Requirement:
From the data that follows, copy every line with the string "above".

Data shown:
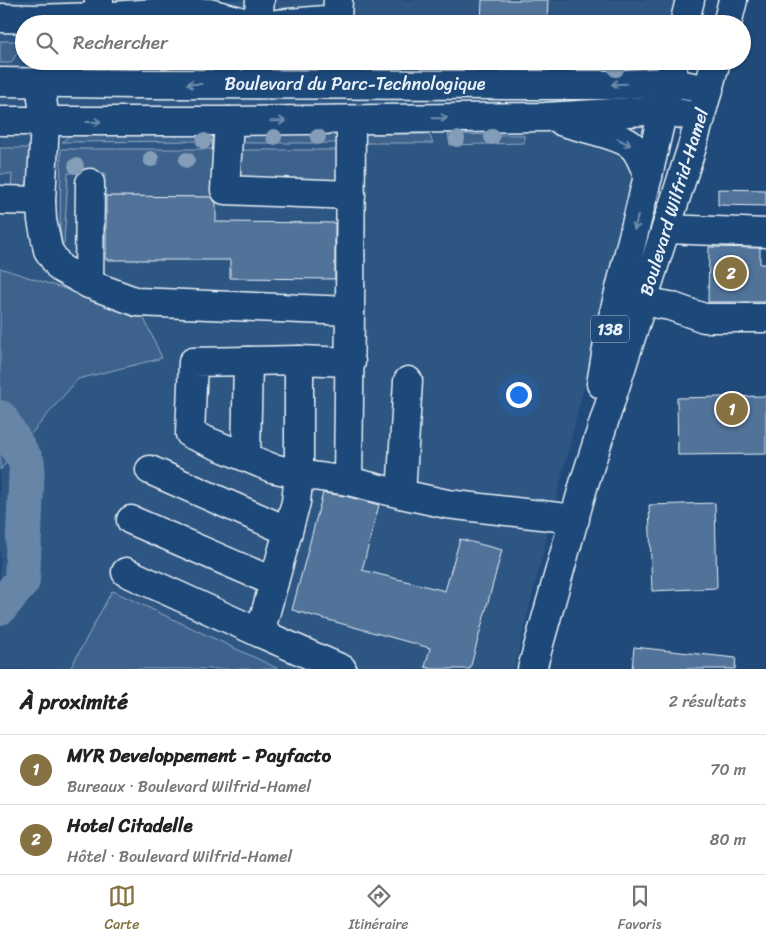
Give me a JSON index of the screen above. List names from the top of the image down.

...

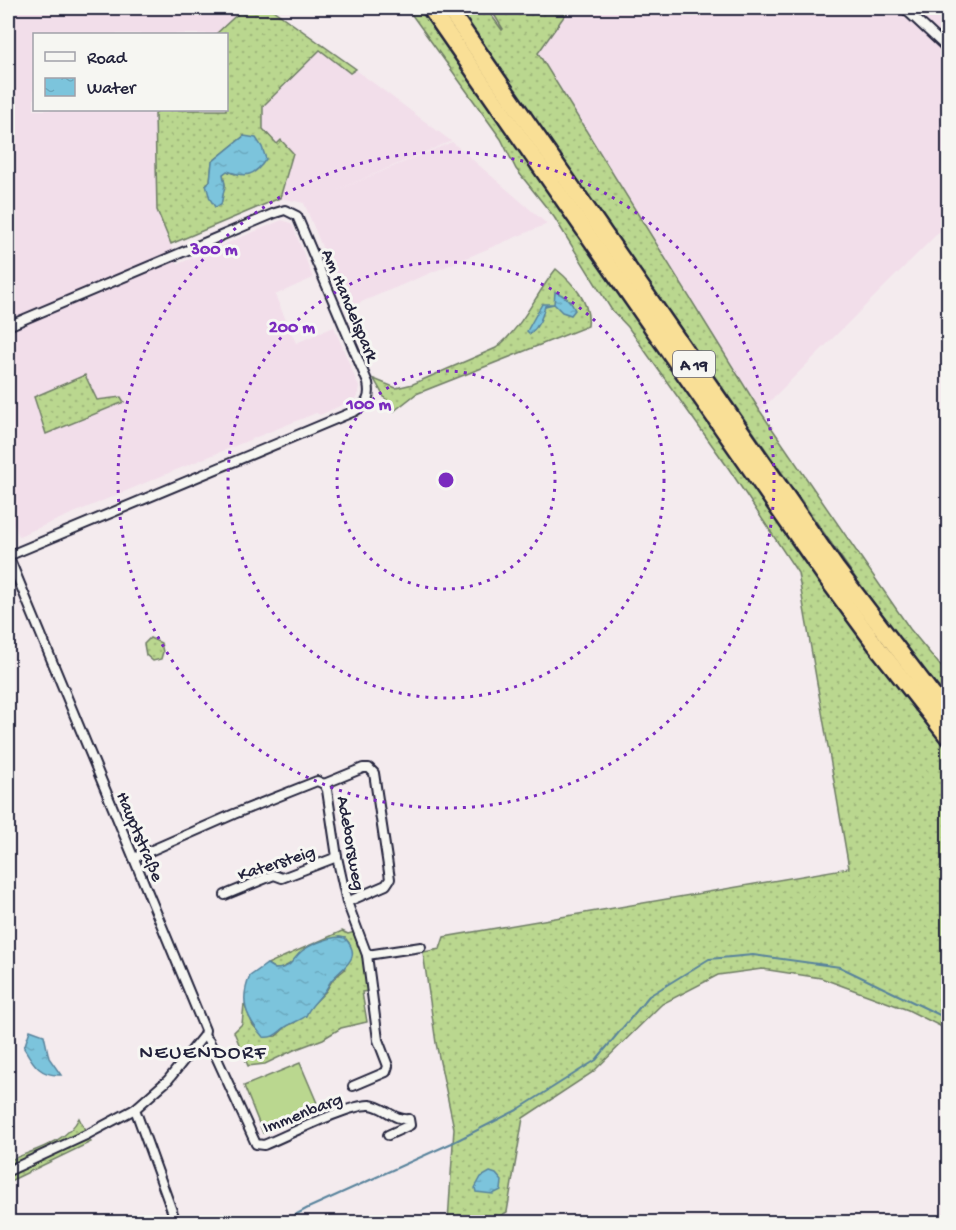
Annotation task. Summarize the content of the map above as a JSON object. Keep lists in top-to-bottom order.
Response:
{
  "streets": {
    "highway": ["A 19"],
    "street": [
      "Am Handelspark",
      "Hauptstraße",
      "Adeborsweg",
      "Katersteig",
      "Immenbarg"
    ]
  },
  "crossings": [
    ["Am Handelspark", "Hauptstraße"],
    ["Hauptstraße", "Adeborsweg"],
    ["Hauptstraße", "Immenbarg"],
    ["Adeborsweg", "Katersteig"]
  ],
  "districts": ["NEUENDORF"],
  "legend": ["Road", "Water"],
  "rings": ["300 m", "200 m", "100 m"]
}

Problem solution:
Give me a JSON index of the screen above. List names from the top of the image down.
Annotation task. Summarize the content of the map above as a JSON object. Keep lists in top-to-bottom order.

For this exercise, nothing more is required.